HAMBURG taz | Die „Operation Lampedusa“ – eine konzertierte Aktion der Ausländerbehörde und der Polizei gegen schwarze afrikanische Flüchtlinge – hat in Hamburg zu Demonstrationen und Protesten der evangelischen Nordkirche geführt. Am Samstag demonstrierten rund 800 Menschen gegen die „rassistischen Personenkontrollen“ durch die Hamburger City zur Mahnwache der sogenannten Lampedusa Gruppe am Hauptbahnhof. Am Sonntag blockierten knapp 100 Menschen den Eingang des Rathauses, die Polizei begann am Nachmittag mit der Räumung.

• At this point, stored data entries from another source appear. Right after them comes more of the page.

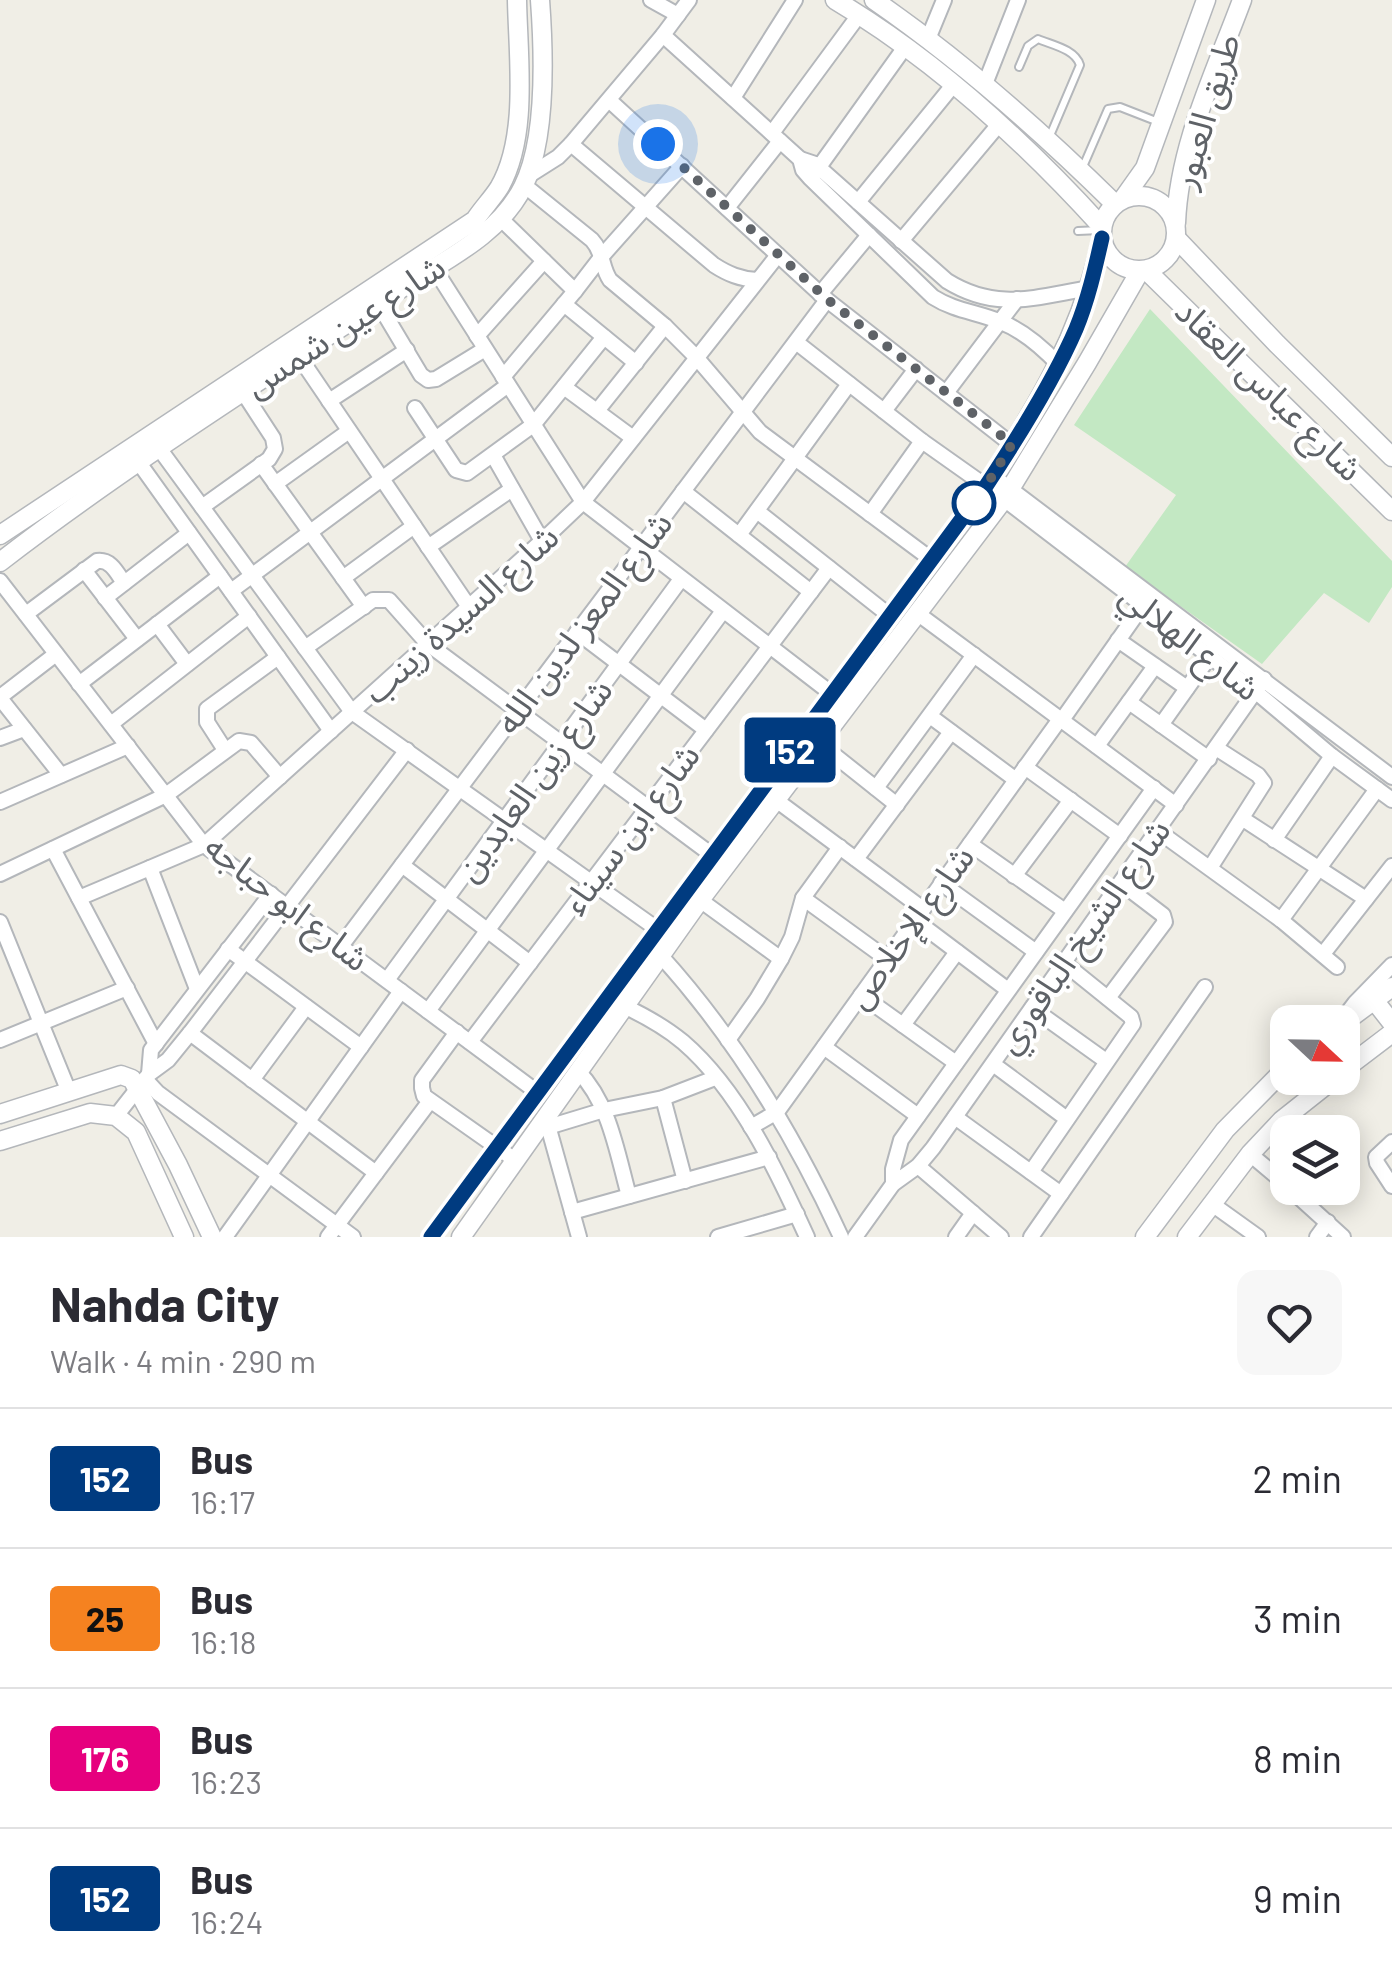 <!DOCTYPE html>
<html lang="en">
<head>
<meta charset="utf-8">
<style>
  :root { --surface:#fff; --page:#f7f7f7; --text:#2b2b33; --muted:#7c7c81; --line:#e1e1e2 }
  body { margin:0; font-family:Barlow,"Noto Sans Arabic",sans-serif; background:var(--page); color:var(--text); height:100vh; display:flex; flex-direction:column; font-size:38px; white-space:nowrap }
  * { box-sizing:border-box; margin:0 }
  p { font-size:32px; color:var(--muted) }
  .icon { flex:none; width:55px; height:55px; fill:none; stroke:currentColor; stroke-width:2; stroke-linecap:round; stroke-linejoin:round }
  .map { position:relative; height:1237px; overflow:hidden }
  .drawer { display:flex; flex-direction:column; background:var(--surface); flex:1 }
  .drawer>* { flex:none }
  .badge { padding:0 20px; border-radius:8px; font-size:35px; line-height:65px }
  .needle { width:65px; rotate:112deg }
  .controls { position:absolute; left:1270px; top:1005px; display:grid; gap:20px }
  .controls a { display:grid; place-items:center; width:90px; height:90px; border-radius:20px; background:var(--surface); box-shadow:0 5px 25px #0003; font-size:50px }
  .you { position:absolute; width:50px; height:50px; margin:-25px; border:8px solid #fff; border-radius:50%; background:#1a73e8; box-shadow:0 0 0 15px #1a73e833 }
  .map>.badge { position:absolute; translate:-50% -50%; box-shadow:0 0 0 5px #fff }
  .round { display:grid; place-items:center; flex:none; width:105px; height:105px; border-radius:20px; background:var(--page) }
  .summary { display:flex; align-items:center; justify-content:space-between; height:170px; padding:0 50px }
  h1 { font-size:48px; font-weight:700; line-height:75px }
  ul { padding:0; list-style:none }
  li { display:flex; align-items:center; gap:30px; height:140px; padding:0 50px; border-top:2px solid var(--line) }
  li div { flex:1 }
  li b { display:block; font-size:38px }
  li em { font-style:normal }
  li .badge { min-width:110px; font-weight:700; text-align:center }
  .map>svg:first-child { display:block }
  .green { fill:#c3e8c3 }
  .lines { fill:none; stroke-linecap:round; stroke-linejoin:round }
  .service-casing { stroke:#b4b7bb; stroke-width:10 }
  .minor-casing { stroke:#b4b7bb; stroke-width:18 }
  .tertiary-casing { stroke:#b4b7bb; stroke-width:21 }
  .service { stroke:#fff; stroke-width:6 }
  .minor { stroke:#fff; stroke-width:14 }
  .tertiary { stroke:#fff; stroke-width:18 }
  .line-casing { stroke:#fff; stroke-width:22 }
  .line { stroke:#003b80; stroke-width:15 }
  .walk { stroke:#5e6267; stroke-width:10; stroke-dasharray:0 18 }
  .stop-dot { fill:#fff; stroke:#003b80; stroke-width:5 }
  .labels { text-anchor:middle; stroke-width:8; stroke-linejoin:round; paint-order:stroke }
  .street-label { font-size:35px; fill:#5e6267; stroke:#fff }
</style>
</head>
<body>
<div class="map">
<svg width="1392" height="1237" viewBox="0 0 1392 1237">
  <rect width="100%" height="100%" fill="#f0eee6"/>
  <!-- green -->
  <path class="green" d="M 1150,309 L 1392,561 L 1392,587 L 1369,623 L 1324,593 L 1262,664 L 1125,567 L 1176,495 L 1074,425 Z"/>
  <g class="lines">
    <!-- service casing -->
    <g class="service-casing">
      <g id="service">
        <path d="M 1019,67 L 1028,46 L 1038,39 C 1052,45 1075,49 1080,65 L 1049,138"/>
        <path d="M 1082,169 L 1108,109 L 1120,107 L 1161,123"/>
        <path d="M 1078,231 L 1100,230"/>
      </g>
    </g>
    <!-- minor casing -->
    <g class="minor-casing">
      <g id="minor">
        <path d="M 651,0 L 678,15"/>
        <path d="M 663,35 L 800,159 L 803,170 L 810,178 L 933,297 C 955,311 977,312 1001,322 C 1024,331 1042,347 1059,365"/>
        <path d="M 928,39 L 944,0"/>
        <path d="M 985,84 L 1018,0"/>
        <path d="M 733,98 L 795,0"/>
        <path d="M 609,100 L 827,300 L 1011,444"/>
        <path d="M 772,133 L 859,15"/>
        <path d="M 571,144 L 714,265 C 728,274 740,279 757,280"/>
        <path d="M 800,159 L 815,164 L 947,281 C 997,312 1035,297 1090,288"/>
        <path d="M 814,174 L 905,47"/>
        <path d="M 528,176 L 558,157 L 571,144 L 663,35 L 689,0"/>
        <path d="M 524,185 L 592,240 C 604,253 601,267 610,280 L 665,326 L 696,357 L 760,432 L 932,560"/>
        <path d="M 858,202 L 954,84"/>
        <path d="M 727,208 L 780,141"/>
        <path d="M 501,219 L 575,291"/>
        <path d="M 901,241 L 1000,123"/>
        <path d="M 434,268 L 583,502 L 832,694"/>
        <path d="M 820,294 L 869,235"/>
        <path d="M 378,303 L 421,375 L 428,380 L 436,379 L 485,349"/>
        <path d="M 564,304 L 636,363"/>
        <path d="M 477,336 L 544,261"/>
        <path d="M 796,342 L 922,441 L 1004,499 L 1255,691 L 1332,756 L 1392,800"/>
        <path d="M 298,355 L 469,607"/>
        <path d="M 503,377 L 575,291 L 602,256 L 682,166"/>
        <path d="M 564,387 L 633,438"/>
        <path d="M 946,393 L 1017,299"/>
        <path d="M 329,401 L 407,350"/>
        <path d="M 415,408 L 456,470 L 467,473 L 533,425 L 604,337"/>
        <path d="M 597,411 L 665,326"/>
        <path d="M 884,411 L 916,369"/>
        <path d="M 153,440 L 352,712 L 657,929"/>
        <path d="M 132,453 L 331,731"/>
        <path d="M 493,455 L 542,541"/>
        <path d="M 261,464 L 364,607"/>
        <path d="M 993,476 L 1392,777"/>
        <path d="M 275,484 L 349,431"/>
        <path d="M 683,491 L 811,592"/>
        <path d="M 202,507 L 269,459 L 275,449 L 273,438 L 243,392"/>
        <path d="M 757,511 L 890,616"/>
        <path d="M 870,514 L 922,441"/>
        <path d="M 739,535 L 849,384"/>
        <path d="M 428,547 L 512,489"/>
        <path d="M 84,570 L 137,639"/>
        <path d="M 343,578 L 414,526"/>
        <path d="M 0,581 L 204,845 L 537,1092"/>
        <path d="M 231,591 L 508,385"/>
        <path d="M 105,598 L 189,533"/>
        <path d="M 917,613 L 1176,805"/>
        <path d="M 26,614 L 97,561 C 111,559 117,573 124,583"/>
        <path d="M 157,624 L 187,664"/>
        <path d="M 577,632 L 706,730"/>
        <path d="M 1118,640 L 1187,688"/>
        <path d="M 305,648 L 373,600 L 389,600 L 428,644 L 712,855"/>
        <path d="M 79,684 L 220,576"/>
        <path d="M 0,697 L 56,654"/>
        <path d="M 0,698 L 61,775"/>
        <path d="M 1129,702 L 1209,759"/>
        <path d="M 930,716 L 1016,780"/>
        <path d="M 1062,720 L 1143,605"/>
        <path d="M 111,724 L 249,616"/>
        <path d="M 1161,725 L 1210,656"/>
        <path d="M 0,738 L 24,729"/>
        <path d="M 819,743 L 897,805"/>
        <path d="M 1097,746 L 1155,666"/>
        <path d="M 225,750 L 207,722 L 207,709 L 278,657"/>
        <path d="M 1025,767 L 1120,836"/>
        <path d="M 876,788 L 974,655"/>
        <path d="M 776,800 L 923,909"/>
        <path d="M 0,802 L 128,746"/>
        <path d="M 1243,819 L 1366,899"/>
        <path d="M 1158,831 L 1281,920 L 1337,967"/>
        <path d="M 1274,840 L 1332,756"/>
        <path d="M 970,844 L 1065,911"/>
        <path d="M 53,849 L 156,1044"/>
        <path d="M 856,859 L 951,732"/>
        <path d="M 402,865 L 530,963"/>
        <path d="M 150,868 L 197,989"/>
        <path d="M 1210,868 L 1264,783 L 1258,775 L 1216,748"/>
        <path d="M 0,874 L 166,795 L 239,741 L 251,743 L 280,777"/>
        <path d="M 1014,876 L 1071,800"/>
        <path d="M 941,883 L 1036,952"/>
        <path d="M 79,898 L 204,845 L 542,541 L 583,502 L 778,255"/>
        <path d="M 803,898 L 887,959"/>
        <path d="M 700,900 L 781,959"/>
        <path d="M 915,920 L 1008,990"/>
        <path d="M 1281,920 L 1377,789"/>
        <path d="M 0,922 L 69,1092"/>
        <path d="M 341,946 L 827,300"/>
        <path d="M 228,949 L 361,1047"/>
        <path d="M 1323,954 L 1392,866"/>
        <path d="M 661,956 C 736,1039 794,1135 841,1237"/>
        <path d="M 387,980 L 681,579"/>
        <path d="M 861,995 L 956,1063"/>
        <path d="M 1108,998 L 1165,922 L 1163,915 L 1121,883"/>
        <path d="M 624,1006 C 645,1016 665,1027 683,1042 C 739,1090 777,1171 807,1237"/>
        <path d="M 1032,1008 L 1106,1061"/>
        <path d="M 428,1011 L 723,611"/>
        <path d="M 1342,1020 L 1355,1003 L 1392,965"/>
        <path d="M 903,1025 L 957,952"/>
        <path d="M 457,1032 L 422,1080 L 422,1088 L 424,1096 L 515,1160"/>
        <path d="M 190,1033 L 376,1173"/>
        <path d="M 0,1040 L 127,988"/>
        <path d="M 728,1040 L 757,999 L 781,959 L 792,937 L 803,898 L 840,847"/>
        <path d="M 470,1042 L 829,568"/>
        <path d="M 824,1047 L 918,1116"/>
        <path d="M 993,1064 L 1067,1119"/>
        <path d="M 578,1071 C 610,1104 617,1153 629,1196"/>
        <path d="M 149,1074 L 151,1050 L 271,894"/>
        <path d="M 145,1079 L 158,1093 L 353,1237"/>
        <path d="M 252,1080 L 306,1007"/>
        <path d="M 663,1098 L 685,1181"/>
        <path d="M 116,1116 L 149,1074 L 168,1060 L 190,1033 L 407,750"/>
        <path d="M 955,1117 L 1061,1194"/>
        <path d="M 547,1122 L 579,1237"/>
        <path d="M 548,1127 L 604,1110 L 663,1098 L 715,1078"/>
        <path d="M 751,1127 L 777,1112 L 1060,719"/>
        <path d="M 1392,1142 L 1376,1157 L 1377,1163 L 1392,1186"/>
        <path d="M 1250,1154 L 1288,1186"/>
        <path d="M 918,1166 L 1001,1237"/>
        <path d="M 1031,1172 L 1133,1024 L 1131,1017 L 1064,963"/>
        <path d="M 893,1184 L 893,1169 L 901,1140 L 1154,788"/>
        <path d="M 1289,1188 L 1343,1237"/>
        <path d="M 1212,1204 L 1258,1237"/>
        <path d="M 572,1212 L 769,1157"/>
        <path d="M 225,1237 L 401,991"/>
        <path d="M 328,1237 L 430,1101"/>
        <path d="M 718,1237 L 797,1214"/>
        <path d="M 855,1237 L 893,1184 L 918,1166 L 933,1148 L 1264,679"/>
        <path d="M 956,1237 L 973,1213"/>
        <path d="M 1031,1237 L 1205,987"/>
        <path d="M 1317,1237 L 1328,1222"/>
      </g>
    </g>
    <!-- tertiary casing -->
    <g class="tertiary-casing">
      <g id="tertiary">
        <path d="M 835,0 C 936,60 1023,140 1102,227"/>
        <path d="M 874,0 C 961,60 1040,130 1115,204"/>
        <circle cx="1139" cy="233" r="37"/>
        <path d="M 1123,199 L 1145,168 L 1206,0"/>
        <path d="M 1176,223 C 1179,145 1215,73 1242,0"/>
        <path d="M 1176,238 L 1277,344 L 1392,457"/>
        <path d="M 1146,270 L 1392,511"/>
        <path d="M 0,535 L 475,220 C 482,209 492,199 499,188 C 529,137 518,57 517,0"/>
        <path d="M 0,562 C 96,488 198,421 300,354 C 336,331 372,307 408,284 C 449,258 500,233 523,187 C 547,139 544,54 540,0"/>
        <path d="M 1374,1000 L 1392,1023"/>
        <path d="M 1342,1024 L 1392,987"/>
        <path d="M 1342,1071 L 1392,1033"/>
        <path d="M 0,1114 L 121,1075 L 132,1079 L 178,1165 L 212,1237"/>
        <path d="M 0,1141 L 90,1113 L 116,1116 L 136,1132 L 184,1237"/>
        <path d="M 431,1237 L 986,486 C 1038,406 1082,332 1102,238"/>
        <path d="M 461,1237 L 700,900 L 1004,499 L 1087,363 L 1140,271"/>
        <path d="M 1145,1237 L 1225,1130 L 1288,1066"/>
        <path d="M 1187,1237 L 1250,1154 L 1282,1120 L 1335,1078"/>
      </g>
    </g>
    <!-- service -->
    <use href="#service" class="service"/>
    <!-- minor -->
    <use href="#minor" class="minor"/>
    <!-- tertiary -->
    <use href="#tertiary" class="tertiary"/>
  </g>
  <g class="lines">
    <!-- line casing -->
    <g class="line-casing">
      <path id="line" d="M 431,1237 L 986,486 C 1017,439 1054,380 1076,329 C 1088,300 1095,269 1102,238"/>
    </g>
    <!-- line -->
    <use href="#line" class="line"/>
    <!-- walk -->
    <path class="walk" d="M 658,144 L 828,300 L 1012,444 L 986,486 L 967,513 L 974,503"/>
  </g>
  <!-- markers -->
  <circle class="stop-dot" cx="974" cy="503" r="20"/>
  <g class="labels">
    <!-- street labels -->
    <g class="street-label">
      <text transform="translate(1206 111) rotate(-73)" y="12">طريق العبور</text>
      <text transform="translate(345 326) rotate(-33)" y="12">شارع عين شمس</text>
      <text transform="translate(1269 390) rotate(44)" y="12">شارع عباس العقاد</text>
      <text transform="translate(461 614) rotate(-42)" y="12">شارع السيدة زينب</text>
      <text transform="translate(584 623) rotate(-53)" y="12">شارع المعز لدين الله</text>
      <text transform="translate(1190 642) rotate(38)" y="12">شارع الهلالي</text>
      <text transform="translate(534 780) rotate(-54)" y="12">شارع زين العابدين</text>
      <text transform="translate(631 829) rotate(-53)" y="12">شارع ابن سيناء</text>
      <text transform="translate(287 903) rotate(38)" y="12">شارع ابو حباجه</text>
      <text transform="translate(910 927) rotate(-54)" y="12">شارع الإخلاص</text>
      <text transform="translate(1083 936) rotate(-55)" y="12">شارع الشيخ الباقوري</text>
    </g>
  </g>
</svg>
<div class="controls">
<a><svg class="needle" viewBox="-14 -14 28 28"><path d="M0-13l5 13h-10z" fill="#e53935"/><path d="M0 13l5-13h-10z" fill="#7c7c81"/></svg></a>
<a><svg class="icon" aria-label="layers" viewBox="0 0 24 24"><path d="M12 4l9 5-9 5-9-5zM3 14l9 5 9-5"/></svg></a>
</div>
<div class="you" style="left:658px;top:144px"></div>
<b class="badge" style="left:790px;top:750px;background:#003b80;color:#fff">152</b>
</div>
<section class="drawer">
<div class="summary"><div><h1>Nahda City</h1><p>Walk · 4 min · 290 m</p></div><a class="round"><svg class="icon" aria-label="heart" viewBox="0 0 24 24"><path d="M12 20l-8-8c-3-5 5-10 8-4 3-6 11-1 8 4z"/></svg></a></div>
<ul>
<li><span class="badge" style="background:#003b80;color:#fff">152</span><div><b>Bus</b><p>16:17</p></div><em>2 min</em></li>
<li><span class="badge" style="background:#f58220;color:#111">25</span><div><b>Bus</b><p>16:18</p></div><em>3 min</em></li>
<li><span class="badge" style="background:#e6007e;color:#fff">176</span><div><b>Bus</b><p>16:23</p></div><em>8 min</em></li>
<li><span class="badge" style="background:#003b80;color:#fff">152</span><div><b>Bus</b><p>16:24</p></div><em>9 min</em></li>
</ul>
</section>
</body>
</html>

Am Freitagmittag hatte die Polizei in Amtshilfe für die Ausländerbehörde überraschend damit begonnen, in mehreren Stadtteilen gezielt Schwarzafrikaner an vermeintlichen Treffpunkten zu kontrollieren. Ziel der Maßnahme ist es, die rund 300 libyschen Kriegsflüchtlinge der Lampedusa-Gruppe, die Anfang des Jahres mit italienischen EU-Papieren an der Elbe gestrandet sind, aufzustöbern und erkennungsdienstlich zwecks „Rückführung“ zu registrieren.

Vor allem die Region um Mahnwache und St.-Pauli-Kirche waren Ziel der Kontrollen. Eine von Innensenator Michael Neumann (SPD) und der Ausländerbehörde anberaumte frühmorgendliche Razzia in der St.-Pauli-Kirche ist indes abgeblasen worden, wie die taz aus Polizeikreisen erfahren hat. Örtliche Einsatzleiter hatten gegen den Plan „remonstriert“, also rechtliche Bedenken im Rahmen der Verhältnismäßigkeit und Menschlichkeit geltend gemacht. Zudem haben sich nach taz-Informationen mehrere Polizisten vor der Aktion wegen Bauchschmerzen krankgemeldet.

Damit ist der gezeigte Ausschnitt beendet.